Le rapport de 56 pages, intitulé « ‘Like Walking a Minefield’: Vicious Crackdown on Critics in Russia’s Chechen Republic » (« “Comme un champ de mines” : Répression féroce des opposants dans la république russe de Tchétchénie »), décrit la façon dont les autorités locales sanctionnent et humilient les personnes qui expriment leur insatisfaction ou semblent réticentes à louer les dirigeants tchétchènes et leurs politiques. Le rapport détaille également la multiplication des menaces, des agressions et des placements en détention de journalistes et de défenseurs des droits humains.
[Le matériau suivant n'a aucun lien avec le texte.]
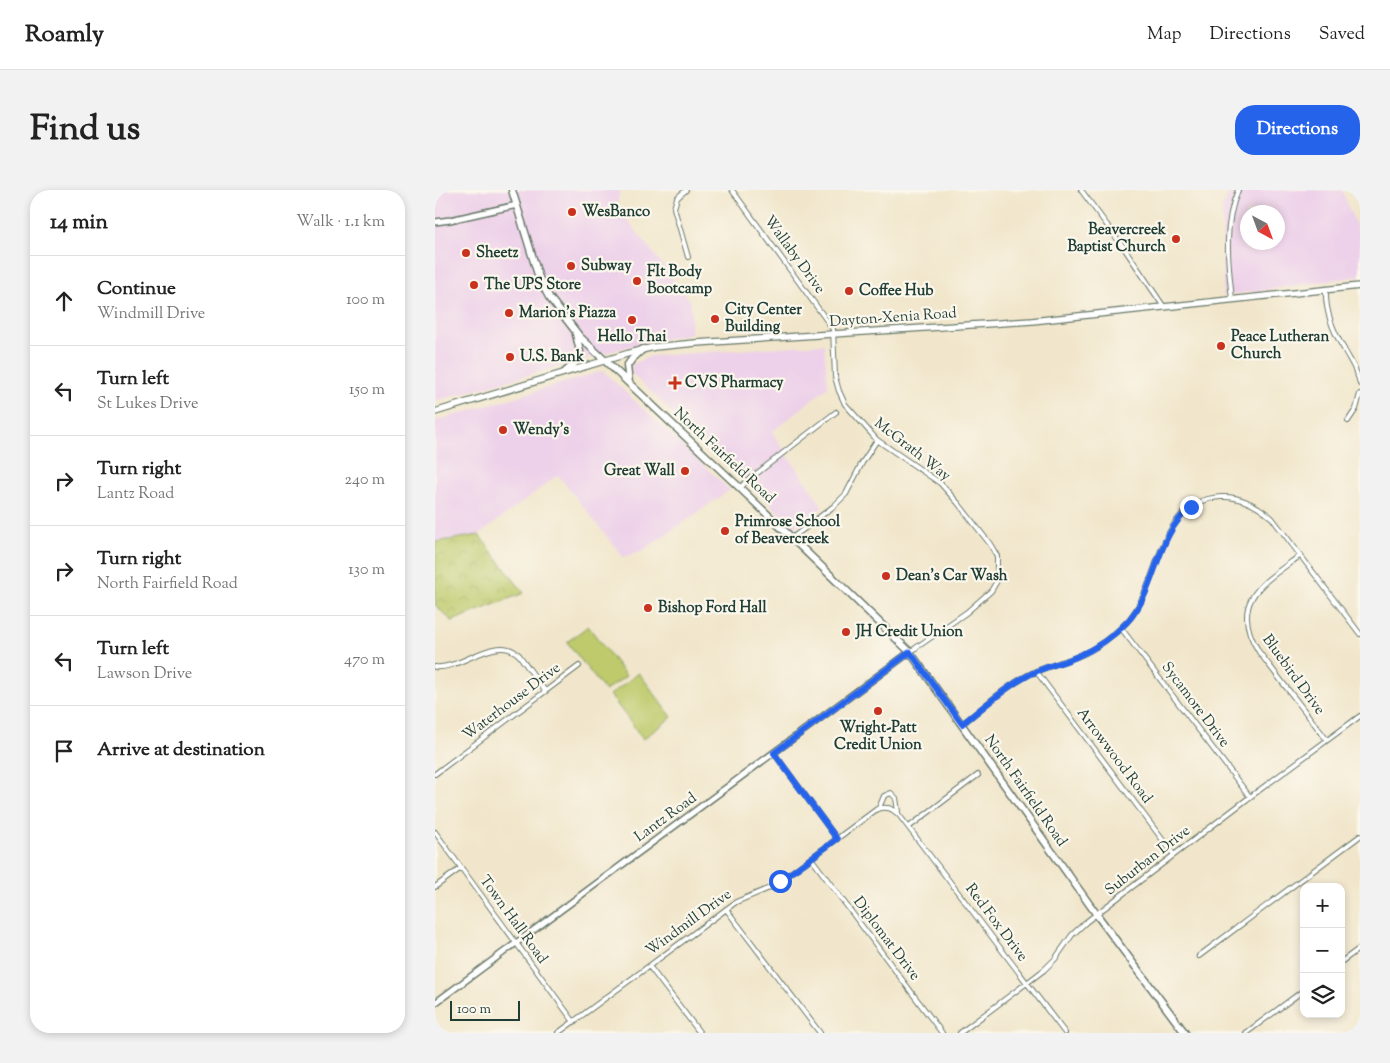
<!DOCTYPE html>
<meta charset="utf-8">
<style>
body{margin:0;font-family:"Sorts Mill Goudy",serif;background:#f2f2f2;color:#222}
.controls{position:absolute;right:15px;bottom:15px;display:grid;overflow:hidden;border-radius:10px;box-shadow:0 2px 8px #0003}
.controls button{width:45px;height:45px;display:grid;place-items:center;padding:0;border:0;border-bottom:1px solid #e0e0e0;background:#fff;color:#222;font:25px sans-serif}
.compass{position:absolute;left:805px;top:15px;width:45px;height:45px;border-radius:50%;background:#fff;box-shadow:0 2px 8px #0003;rotate:139deg}
.scale{position:absolute;left:15px;bottom:12px;width:70px;box-sizing:border-box;padding-left:5px;border:2px solid #1f3d34;border-top:0;font-size:14px;line-height:18px;white-space:nowrap;color:#1f3d34;-webkit-text-stroke:4px #fbf7ec;paint-order:stroke}
.stop{position:absolute;width:15px;height:15px;margin:-11px;border:4px solid #2563eb;border-radius:50%;background:#fff}
.stop.end{background:#2563eb;border-color:#fff;box-shadow:0 1px 5px #0008}
.list{margin:0;padding:0;list-style:none}
h2{display:flex;justify-content:space-between;align-items:center;height:65px;margin:0;padding:0 20px;font-size:21px}
h2 small{font-size:16px;font-weight:400;color:#767676}
.list li{display:grid;grid-template-columns:32px 1fr auto;gap:15px;align-items:center;box-sizing:border-box;height:90px;padding:0 20px;border-top:1px solid #e0e0e0}
.list b{display:block;font-size:19px;white-space:nowrap}
.list p{margin:0;font-size:16px;white-space:nowrap;color:#767676}
.list em{font-size:16px;font-style:normal;color:#767676}
.icon{flex:none;width:28px;height:28px;fill:none;stroke:currentColor;stroke-width:2;stroke-linecap:round;stroke-linejoin:round}
.map{position:relative;flex:none;width:925px;height:843px;overflow:hidden;border-radius:20px}
header{display:flex;align-items:center;gap:30px;box-sizing:border-box;height:70px;padding:0 25px;background:#fff;border-bottom:1px solid #e0e0e0}
header strong{font-size:24px}
nav{display:flex;gap:28px;margin-inline-start:auto;font-size:18px}
.intro{display:flex;align-items:center;justify-content:space-between;box-sizing:border-box;height:120px;padding:0 30px}
h1{margin:0;font-size:35px}
.button{padding:12px 22px;border-radius:20px;background:#2563eb;color:#fff;font-size:18px;font-weight:700}
main{display:flex;gap:30px;padding:0 30px}
aside{flex:1;background:#fff;border-radius:20px;box-shadow:0 2px 8px #0003}
.map>svg:first-child{display:block}
.built{fill:#edd0e9;fill-rule:evenodd}
.park{fill:url(#park-crowns);stroke:#6e8450}
.garden{fill:#beca6c;stroke:#6e8450}
.lines{fill:none;stroke-linecap:round;stroke-linejoin:round}
.minor-casing{stroke:#687869;stroke-width:6}
.tertiary-casing{stroke:#687869;stroke-width:8}
.secondary-casing{stroke:#687869;stroke-width:8}
.primary-casing{stroke:#687869;stroke-width:9}
.minor{stroke:#fff;stroke-width:4}
.tertiary{stroke:#fff;stroke-width:5}
.secondary{stroke:#fff;stroke-width:5.5}
.primary{stroke:#fff;stroke-width:6}
.route{stroke:#2563eb;stroke-width:6}
.poi-dot{fill:#c8321e;stroke:#fbf7ec;stroke-width:2}
.labels{text-anchor:middle;dominant-baseline:central;stroke-width:4.5;stroke-linejoin:round;paint-order:stroke}
.poi-label{font-size:15px;font-weight:bold;fill:#1f3d34;stroke:#fbf7ec;text-anchor:start}
.street-label{font-size:15px;fill:#1f3d34;stroke:#fbf7ec}
</style>
<header>
<strong>Roamly</strong>
<nav><a>Map</a><a>Directions</a><a>Saved</a></nav>
</header>
<div class="intro"><h1>Find us</h1><a class="button">Directions</a></div>
<main>
<aside>
<h2>14 min<small>Walk · 1.1 km</small></h2>
<ul class="list">
<li><svg class="icon" aria-label="ahead" viewBox="0 0 24 24"><path d="M12 20V5M6 11l6-6 6 6"/></svg><div><b>Continue</b><p>Windmill Drive</p></div><em>100 m</em></li>
<li><svg class="icon" aria-label="left" viewBox="0 0 24 24"><path d="M17 20v-9H6M10 6l-5 5 5 5"/></svg><div><b>Turn left</b><p>St Lukes Drive</p></div><em>150 m</em></li>
<li><svg class="icon" aria-label="right" viewBox="0 0 24 24"><path d="M7 20v-9h11M14 6l5 5-5 5"/></svg><div><b>Turn right</b><p>Lantz Road</p></div><em>240 m</em></li>
<li><svg class="icon" aria-label="right" viewBox="0 0 24 24"><path d="M7 20v-9h11M14 6l5 5-5 5"/></svg><div><b>Turn right</b><p>North Fairfield Road</p></div><em>130 m</em></li>
<li><svg class="icon" aria-label="left" viewBox="0 0 24 24"><path d="M17 20v-9H6M10 6l-5 5 5 5"/></svg><div><b>Turn left</b><p>Lawson Drive</p></div><em>470 m</em></li>
<li><svg class="icon" aria-label="arrive" viewBox="0 0 24 24"><path d="M6 21V4h12l-3 4 3 4H6"/></svg><div><b>Arrive at destination</b></div></li>
</ul>
</aside>
<div class="map">
<svg width="925" height="843" viewBox="0 0 925 843">
<defs>
<pattern id="park-crowns" width="20" height="18" patternUnits="userSpaceOnUse" patternTransform="scale(1.25)"><rect width="20" height="18" fill="#beca6c"/><path d="M2 6a3 3 0 1 1 6 0M12 15a3 3 0 1 1 6 0" fill="none" stroke="#a3ae5e"/></pattern>
</defs>
<rect width="100%" height="100%" fill="#fbf7ec"/>
<filter id="ink" filterUnits="userSpaceOnUse"><feTurbulence type="fractalNoise" baseFrequency=".02" numOctaves="2"/><feDisplacementMap in="SourceGraphic" scale="10" xChannelSelector="R" yChannelSelector="G"/><feConvolveMatrix kernelMatrix="1 2 1 2 8 2 1 2 1" color-interpolation-filters="sRGB"/></filter>
<filter id="wash" filterUnits="userSpaceOnUse"><feTurbulence type="fractalNoise" baseFrequency=".0096" numOctaves="4" result="noise"/><feDisplacementMap in="SourceGraphic" scale="20" xChannelSelector="R" yChannelSelector="G"/><feGaussianBlur stdDeviation="1.12" result="paint"/><feColorMatrix in="noise" values="0 0 0 0 0 0 0 0 0 0 0 0 0 0 0 0 0 1.4 0 .05"/><feComposite in="paint" operator="in"/></filter>
<g filter="url(#wash)">
<rect width="100%" height="100%" fill="#f1e6cb"/>
<path class="built" d="M0,0H185L182,16L256,112V143L192,157L0,211Z
M796,0H907L925,46V86L788,106L787,17ZM812,22H842V52H812Z
M389,154L393,197L337,242L388,317L359,337L197,184L196,175L215,166Z
M168,181L295,300L207,361L188,367L123,285L44,345L0,352V231Z"/>
<path class="park" d="M44,345L89,403L17,431L0,415V352Z"/>
<path class="garden" d="M153,436L191,486L170,501L132,452Z
M204,483L237,527L208,549L175,505Z"/>
</g>
<g filter="url(#ink)">
<g class="lines">
<g class="minor-casing">
<path id="minor" d="M251,0L242,8L239,18L253,67
M297,0L398,139L400,187L404,201L410,214L442,250L505,293L523,313L555,354L562,366V391L556,401L532,422L475,462
M646,0L689,58L729,117
M891,100C890,121 898,141 909,159C915,171 923,181 925,194
M797,109C793,72 788,36 803,0
M913,231L921,219L925,204
M305,298L312,291L401,222
M357,348L399,316L411,304L427,273L442,250
M866,365C829,392 792,411 824,462L892,550
M686,438L815,607
M0,477C27,480 61,443 84,465L110,501
M601,481L739,665
M527,534C549,517 570,497 595,484C610,477 625,473 641,467C655,462 668,453 680,443C690,435 700,424 706,411C726,373 730,310 786,307C806,306 822,315 837,328L925,444
M339,563L402,649
M0,584L144,476
M444,618L449,606L456,603L461,608L463,622
M474,637L543,585
M0,642L139,832
M376,668L507,843
M0,697L26,678
M291,719L385,843
M764,766L925,646
M906,772L925,758
M214,776L265,843
M123,843L301,712L337,697L442,619C452,616 457,618 464,625L630,843
M525,843L609,780L620,769L637,745L651,732L815,607L925,526
M811,843L869,800"/>
</g>
<g class="tertiary-casing">
<path id="tertiary" d="M0,32L15,30L82,15
M0,813L475,462"/>
</g>
<g class="secondary-casing">
<path id="secondary" d="M0,222L198,162L219,157L261,153L597,131L925,96"/>
</g>
<g class="primary-casing">
<path id="primary" d="M77,0L104,88L114,107L145,147L305,298L475,462L662,725L750,843
M130,182C150,165 146,168 141,144
M194,193L192,176L197,169L208,159"/>
</g>
<use href="#minor" class="minor"/>
<use href="#tertiary" class="tertiary"/>
<use href="#secondary" class="secondary"/>
<use href="#primary" class="primary"/>
</g>
</g>
<g class="lines" filter="url(#ink)">
<path class="route" d="M345,691L402,649L339,563L475,462L527,534C548,518 569,498 592,486C608,477 625,474 641,467C660,459 678,447 692,432C723,399 719,347 756,317"/>
</g>
<g class="poi-dot">
<circle cx="137" cy="22" r="5"/>
<circle cx="741" cy="49" r="5"/>
<circle cx="31" cy="63" r="5"/>
<circle cx="136" cy="76" r="5"/>
<circle cx="202" cy="91" r="5"/>
<circle cx="39" cy="95" r="5"/>
<circle cx="414" cy="101" r="5"/>
<circle cx="74" cy="123" r="5"/>
<circle cx="280" cy="129" r="5"/>
<circle cx="197" cy="130" r="5"/>
<circle cx="786" cy="156" r="5"/>
<circle cx="75" cy="167" r="5"/>
<path d="M237.5 185.5h5v5h5v5h-5v5h-5v-5h-5v-5h5z"/>
<circle cx="68" cy="240" r="5"/>
<circle cx="250" cy="281" r="5"/>
<circle cx="290" cy="341" r="5"/>
<circle cx="451" cy="386" r="5"/>
<circle cx="213" cy="418" r="5"/>
<circle cx="411" cy="442" r="5"/>
<circle cx="443" cy="521" r="5"/>
</g>
<g class="labels">
<g class="poi-label">
<text x="147" y="22">WesBanco</text>
<text x="731" y="40" text-anchor="end">Beavercreek<tspan x="731" dy="17">Baptist Church</tspan></text>
<text x="41" y="63">Sheetz</text>
<text x="146" y="76">Subway</text>
<text x="212" y="82">FIt Body<tspan x="212" dy="17">Bootcamp</tspan></text>
<text x="49" y="95">The UPS Store</text>
<text x="424" y="101">Coffee Hub</text>
<text x="290" y="120">City Center<tspan x="290" dy="17">Building</tspan></text>
<text x="84" y="123">Marion's Piazza</text>
<text x="197" y="147" text-anchor="middle">Hello Thai</text>
<text x="796" y="147">Peace Lutheran<tspan x="796" dy="17">Church</tspan></text>
<text x="85" y="167">U.S. Bank</text>
<text x="250" y="193">CVS Pharmacy</text>
<text x="78" y="240">Wendy's</text>
<text x="240" y="281" text-anchor="end">Great Wall</text>
<text x="300" y="332">Primrose School<tspan x="300" dy="17">of Beavercreek</tspan></text>
<text x="461" y="386">Dean's Car Wash</text>
<text x="223" y="418">Bishop Ford Hall</text>
<text x="421" y="442">JH Credit Union</text>
<text x="443" y="538" text-anchor="middle">Wright-Patt<tspan x="443" dy="17">Credit Union</tspan></text>
</g>
<g class="street-label">
<text transform="translate(359 65) rotate(54)">Wallaby Drive</text>
<text transform="translate(458 128) rotate(-4)">Dayton-Xenia Road</text>
<text transform="translate(477 260) rotate(38)">McGrath Way</text>
<text transform="translate(289 266) rotate(43)">North Fairfield Road</text>
<text transform="translate(858 485) rotate(54)">Bluebird Drive</text>
<text transform="translate(77 512) rotate(-37)">Waterhouse Drive</text>
<text transform="translate(760 515) rotate(53)">Sycamore Drive</text>
<text transform="translate(679 566) rotate(53)">Arrowwood Road</text>
<text transform="translate(590 601) rotate(55)">North Fairfield Road</text>
<text transform="translate(231 628) rotate(-36)">Lantz Road</text>
<text transform="translate(713 671) rotate(-38)">Suburban Drive</text>
<text transform="translate(78 730) rotate(54)">Town Hall Road</text>
<text transform="translate(254 733) rotate(-36)">Windmill Drive</text>
<text transform="translate(561 733) rotate(53)">Red Fox Drive</text>
<text transform="translate(451 749) rotate(53)">Diplomat Drive</text>
</g>
</g>
</svg>
<div class="controls">
<button>+</button>
<button>−</button>
<button><svg class="icon" aria-label="layers" viewBox="0 0 24 24"><path d="M12 4l9 5-9 5-9-5zM3 14l9 5 9-5"/></svg></button>
</div>
<svg class="compass" viewBox="-18 -18 36 36"><path d="M0-13l5 13h-10z" fill="#e53935"/><path d="M0 13l5-13h-10z" fill="#767676"/></svg>
<div class="scale">100 m</div>
<div class="stop" style="left:345px;top:691px"></div>
<div class="stop end" style="left:756px;top:317px"></div>
</div>
</main>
« Les autorités tchétchènes tyrannisent les opposants et tous ceux dont elles doutent de la loyauté à l’égard des dirigeants locaux », a affirmé Tanya Lokshina, directrice du programme Russie chez Human Rights Watch. « Dans ces circonstances, il est difficile d’imaginer que les élections en Tchétchénie puissent être libres et équitables. »

 

 

Le Kremlin a nommé en 2007 le dirigeant actuel de la Tchétchénie, Ramzan Kadyrov, après un long et sanglant conflit séparatiste armé suivi par des années de politiques contre-insurrectionnelles russes, émaillées d’abus. Lors du scrutin du 18 septembre, l’autorité de Ramzan Kadyrov sera soumise au vote populaire direct pour la première fois.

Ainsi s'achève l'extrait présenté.